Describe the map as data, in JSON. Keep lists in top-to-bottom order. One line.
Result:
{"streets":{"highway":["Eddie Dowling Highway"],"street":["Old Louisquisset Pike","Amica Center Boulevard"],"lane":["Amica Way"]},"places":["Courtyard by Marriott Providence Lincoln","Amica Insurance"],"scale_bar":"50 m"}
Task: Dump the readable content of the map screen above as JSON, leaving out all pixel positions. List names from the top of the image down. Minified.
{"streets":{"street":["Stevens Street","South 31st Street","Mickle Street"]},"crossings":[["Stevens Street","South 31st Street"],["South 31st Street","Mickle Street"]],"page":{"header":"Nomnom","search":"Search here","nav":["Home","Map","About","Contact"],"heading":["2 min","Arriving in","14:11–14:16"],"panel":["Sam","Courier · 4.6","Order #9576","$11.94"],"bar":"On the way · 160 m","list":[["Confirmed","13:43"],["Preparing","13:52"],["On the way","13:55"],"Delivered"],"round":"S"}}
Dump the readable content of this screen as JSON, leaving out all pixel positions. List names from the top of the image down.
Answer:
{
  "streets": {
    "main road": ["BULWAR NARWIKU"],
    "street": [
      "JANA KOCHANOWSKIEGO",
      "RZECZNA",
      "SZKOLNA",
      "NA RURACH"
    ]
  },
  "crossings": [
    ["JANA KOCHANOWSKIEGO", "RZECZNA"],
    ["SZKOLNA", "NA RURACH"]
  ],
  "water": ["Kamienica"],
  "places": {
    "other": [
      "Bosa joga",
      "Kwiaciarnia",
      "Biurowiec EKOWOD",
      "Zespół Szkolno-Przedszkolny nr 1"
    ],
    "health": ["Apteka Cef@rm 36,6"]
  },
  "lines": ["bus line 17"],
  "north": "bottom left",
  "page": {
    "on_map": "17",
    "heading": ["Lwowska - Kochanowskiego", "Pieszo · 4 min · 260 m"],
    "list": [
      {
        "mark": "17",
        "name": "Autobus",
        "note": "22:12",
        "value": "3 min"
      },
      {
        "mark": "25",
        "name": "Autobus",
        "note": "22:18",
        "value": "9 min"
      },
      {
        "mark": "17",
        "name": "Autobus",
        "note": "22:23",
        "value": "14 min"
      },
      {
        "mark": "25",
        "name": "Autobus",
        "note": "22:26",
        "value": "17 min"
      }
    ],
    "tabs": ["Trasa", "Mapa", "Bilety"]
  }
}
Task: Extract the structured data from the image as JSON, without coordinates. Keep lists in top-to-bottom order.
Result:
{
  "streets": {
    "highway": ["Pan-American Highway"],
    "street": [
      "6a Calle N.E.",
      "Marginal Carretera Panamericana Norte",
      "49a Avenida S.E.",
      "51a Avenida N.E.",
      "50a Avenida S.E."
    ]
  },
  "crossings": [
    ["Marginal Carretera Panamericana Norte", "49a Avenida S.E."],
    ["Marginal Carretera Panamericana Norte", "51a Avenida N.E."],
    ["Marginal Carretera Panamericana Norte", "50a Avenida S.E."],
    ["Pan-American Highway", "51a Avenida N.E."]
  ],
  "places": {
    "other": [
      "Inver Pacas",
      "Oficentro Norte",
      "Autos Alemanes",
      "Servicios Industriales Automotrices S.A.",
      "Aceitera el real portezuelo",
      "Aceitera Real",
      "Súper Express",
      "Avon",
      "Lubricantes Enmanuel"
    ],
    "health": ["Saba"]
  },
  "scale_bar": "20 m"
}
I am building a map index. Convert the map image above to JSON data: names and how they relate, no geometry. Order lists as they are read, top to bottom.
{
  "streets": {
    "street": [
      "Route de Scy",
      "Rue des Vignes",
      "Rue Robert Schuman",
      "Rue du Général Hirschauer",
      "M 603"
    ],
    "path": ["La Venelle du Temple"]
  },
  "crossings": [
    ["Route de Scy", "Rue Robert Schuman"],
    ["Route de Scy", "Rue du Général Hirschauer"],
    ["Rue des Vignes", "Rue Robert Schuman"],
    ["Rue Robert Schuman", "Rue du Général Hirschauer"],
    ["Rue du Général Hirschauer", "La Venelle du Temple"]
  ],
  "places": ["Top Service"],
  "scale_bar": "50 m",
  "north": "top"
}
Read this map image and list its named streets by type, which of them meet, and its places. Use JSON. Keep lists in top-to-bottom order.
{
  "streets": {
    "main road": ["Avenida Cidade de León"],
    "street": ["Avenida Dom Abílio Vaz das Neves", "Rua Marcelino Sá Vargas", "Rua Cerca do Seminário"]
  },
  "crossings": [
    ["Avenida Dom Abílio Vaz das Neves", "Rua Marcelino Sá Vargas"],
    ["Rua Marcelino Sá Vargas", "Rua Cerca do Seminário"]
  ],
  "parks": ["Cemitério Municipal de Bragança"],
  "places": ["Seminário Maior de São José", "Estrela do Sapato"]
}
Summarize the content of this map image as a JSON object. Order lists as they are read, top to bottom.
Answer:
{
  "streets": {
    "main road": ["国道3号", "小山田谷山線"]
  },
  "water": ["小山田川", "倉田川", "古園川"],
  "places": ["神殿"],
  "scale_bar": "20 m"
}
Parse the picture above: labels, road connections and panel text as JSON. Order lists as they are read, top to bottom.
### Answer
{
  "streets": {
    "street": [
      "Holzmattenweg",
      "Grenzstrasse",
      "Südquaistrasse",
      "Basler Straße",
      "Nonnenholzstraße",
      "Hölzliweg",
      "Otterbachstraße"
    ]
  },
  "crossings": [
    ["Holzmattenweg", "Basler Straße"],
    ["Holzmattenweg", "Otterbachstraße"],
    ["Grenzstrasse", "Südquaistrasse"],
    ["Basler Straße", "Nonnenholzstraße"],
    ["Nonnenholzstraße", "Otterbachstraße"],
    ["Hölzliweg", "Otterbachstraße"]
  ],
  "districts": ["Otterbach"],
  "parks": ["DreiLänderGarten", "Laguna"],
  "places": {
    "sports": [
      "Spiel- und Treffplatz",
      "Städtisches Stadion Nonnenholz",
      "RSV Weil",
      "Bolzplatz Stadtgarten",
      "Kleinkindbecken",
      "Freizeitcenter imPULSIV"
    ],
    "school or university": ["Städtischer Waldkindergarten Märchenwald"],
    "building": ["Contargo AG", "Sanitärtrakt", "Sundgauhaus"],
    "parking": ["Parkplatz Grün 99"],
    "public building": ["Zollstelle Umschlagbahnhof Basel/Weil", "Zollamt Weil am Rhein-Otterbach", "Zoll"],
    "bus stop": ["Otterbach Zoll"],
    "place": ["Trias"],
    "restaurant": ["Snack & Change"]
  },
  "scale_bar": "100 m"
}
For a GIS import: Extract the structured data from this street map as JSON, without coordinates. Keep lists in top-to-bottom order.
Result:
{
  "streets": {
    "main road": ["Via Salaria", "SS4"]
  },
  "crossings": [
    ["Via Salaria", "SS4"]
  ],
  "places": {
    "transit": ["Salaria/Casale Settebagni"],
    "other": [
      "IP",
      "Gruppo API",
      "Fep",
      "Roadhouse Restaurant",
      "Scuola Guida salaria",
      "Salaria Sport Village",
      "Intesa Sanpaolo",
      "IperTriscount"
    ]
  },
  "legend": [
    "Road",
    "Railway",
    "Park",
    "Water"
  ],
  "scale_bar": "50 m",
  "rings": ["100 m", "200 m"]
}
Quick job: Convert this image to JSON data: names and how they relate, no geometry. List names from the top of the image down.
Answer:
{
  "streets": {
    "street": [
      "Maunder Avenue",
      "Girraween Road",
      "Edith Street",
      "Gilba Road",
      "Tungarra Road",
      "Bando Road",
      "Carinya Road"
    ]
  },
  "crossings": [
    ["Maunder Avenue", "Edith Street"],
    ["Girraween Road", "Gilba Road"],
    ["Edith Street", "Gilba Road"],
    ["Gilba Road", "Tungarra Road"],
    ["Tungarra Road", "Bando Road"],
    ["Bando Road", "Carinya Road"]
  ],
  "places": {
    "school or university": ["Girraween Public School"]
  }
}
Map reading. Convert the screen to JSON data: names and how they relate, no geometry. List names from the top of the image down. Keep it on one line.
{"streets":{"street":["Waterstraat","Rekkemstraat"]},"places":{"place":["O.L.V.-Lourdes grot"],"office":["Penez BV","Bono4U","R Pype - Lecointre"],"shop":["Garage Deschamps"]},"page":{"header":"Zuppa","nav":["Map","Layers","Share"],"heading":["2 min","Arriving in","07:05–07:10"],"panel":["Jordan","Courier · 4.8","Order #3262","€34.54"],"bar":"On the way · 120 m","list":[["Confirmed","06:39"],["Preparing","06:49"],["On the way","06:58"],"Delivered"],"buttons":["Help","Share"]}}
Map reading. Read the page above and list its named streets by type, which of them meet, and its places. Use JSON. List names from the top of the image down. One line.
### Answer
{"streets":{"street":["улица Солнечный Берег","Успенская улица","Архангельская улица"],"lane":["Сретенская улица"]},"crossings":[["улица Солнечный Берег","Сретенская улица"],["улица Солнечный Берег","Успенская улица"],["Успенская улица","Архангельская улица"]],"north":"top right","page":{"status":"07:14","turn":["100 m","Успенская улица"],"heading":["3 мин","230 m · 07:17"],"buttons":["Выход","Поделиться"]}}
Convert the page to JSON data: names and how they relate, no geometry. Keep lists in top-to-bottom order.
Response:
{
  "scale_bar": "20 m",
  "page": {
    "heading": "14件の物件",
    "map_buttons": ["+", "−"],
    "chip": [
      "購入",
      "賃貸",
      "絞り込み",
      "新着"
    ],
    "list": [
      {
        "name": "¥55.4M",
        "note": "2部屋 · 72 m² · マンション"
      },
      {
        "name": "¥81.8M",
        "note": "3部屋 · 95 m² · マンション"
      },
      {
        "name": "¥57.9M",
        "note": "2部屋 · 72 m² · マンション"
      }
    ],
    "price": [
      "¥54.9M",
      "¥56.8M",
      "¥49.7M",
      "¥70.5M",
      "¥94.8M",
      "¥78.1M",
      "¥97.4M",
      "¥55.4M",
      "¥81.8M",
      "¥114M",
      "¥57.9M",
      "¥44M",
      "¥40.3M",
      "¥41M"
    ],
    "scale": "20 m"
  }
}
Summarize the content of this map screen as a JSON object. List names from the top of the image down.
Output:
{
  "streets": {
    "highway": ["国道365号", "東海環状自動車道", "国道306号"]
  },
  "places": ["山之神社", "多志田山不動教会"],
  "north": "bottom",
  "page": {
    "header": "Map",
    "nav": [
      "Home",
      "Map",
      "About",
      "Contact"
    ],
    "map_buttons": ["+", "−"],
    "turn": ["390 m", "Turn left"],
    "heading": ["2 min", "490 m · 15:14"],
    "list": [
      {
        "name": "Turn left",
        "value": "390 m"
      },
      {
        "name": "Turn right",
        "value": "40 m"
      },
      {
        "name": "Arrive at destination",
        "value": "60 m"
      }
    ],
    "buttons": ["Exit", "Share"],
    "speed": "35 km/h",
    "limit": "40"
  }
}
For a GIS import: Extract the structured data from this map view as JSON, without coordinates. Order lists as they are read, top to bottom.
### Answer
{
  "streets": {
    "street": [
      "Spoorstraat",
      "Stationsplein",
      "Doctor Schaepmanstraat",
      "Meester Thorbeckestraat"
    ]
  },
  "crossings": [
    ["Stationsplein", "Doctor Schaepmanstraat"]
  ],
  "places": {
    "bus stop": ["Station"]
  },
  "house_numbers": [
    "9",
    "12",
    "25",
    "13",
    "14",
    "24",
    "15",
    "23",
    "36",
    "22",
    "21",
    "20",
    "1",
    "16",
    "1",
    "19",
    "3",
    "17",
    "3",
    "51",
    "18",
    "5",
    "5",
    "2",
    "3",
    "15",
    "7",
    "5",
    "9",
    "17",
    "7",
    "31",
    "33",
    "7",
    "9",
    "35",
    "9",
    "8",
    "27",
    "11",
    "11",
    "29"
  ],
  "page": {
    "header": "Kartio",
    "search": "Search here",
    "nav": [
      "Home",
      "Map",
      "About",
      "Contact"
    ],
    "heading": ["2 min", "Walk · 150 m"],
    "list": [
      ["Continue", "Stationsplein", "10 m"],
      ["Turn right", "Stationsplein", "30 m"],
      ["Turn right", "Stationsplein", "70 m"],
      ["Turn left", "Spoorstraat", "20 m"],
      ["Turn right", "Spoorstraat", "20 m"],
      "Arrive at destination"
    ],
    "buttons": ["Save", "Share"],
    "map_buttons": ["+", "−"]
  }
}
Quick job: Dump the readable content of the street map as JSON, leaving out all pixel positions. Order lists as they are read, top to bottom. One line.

------------------------------------------------------------

What you need to do> Copy, please, every line from the start of the entries down to the line that holds "Dump the readable content of this", with both of those lines included and no others.

Expected output>
Describe the map as data, in JSON. Keep lists in top-to-bottom order. One line.
Result:
{"streets":{"highway":["Eddie Dowling Highway"],"street":["Old Louisquisset Pike","Amica Center Boulevard"],"lane":["Amica Way"]},"places":["Courtyard by Marriott Providence Lincoln","Amica Insurance"],"scale_bar":"50 m"}
Task: Dump the readable content of the map screen above as JSON, leaving out all pixel positions. List names from the top of the image down. Minified.
{"streets":{"street":["Stevens Street","South 31st Street","Mickle Street"]},"crossings":[["Stevens Street","South 31st Street"],["South 31st Street","Mickle Street"]],"page":{"header":"Nomnom","search":"Search here","nav":["Home","Map","About","Contact"],"heading":["2 min","Arriving in","14:11–14:16"],"panel":["Sam","Courier · 4.6","Order #9576","$11.94"],"bar":"On the way · 160 m","list":[["Confirmed","13:43"],["Preparing","13:52"],["On the way","13:55"],"Delivered"],"round":"S"}}
Dump the readable content of this screen as JSON, leaving out all pixel positions. List names from the top of the image down.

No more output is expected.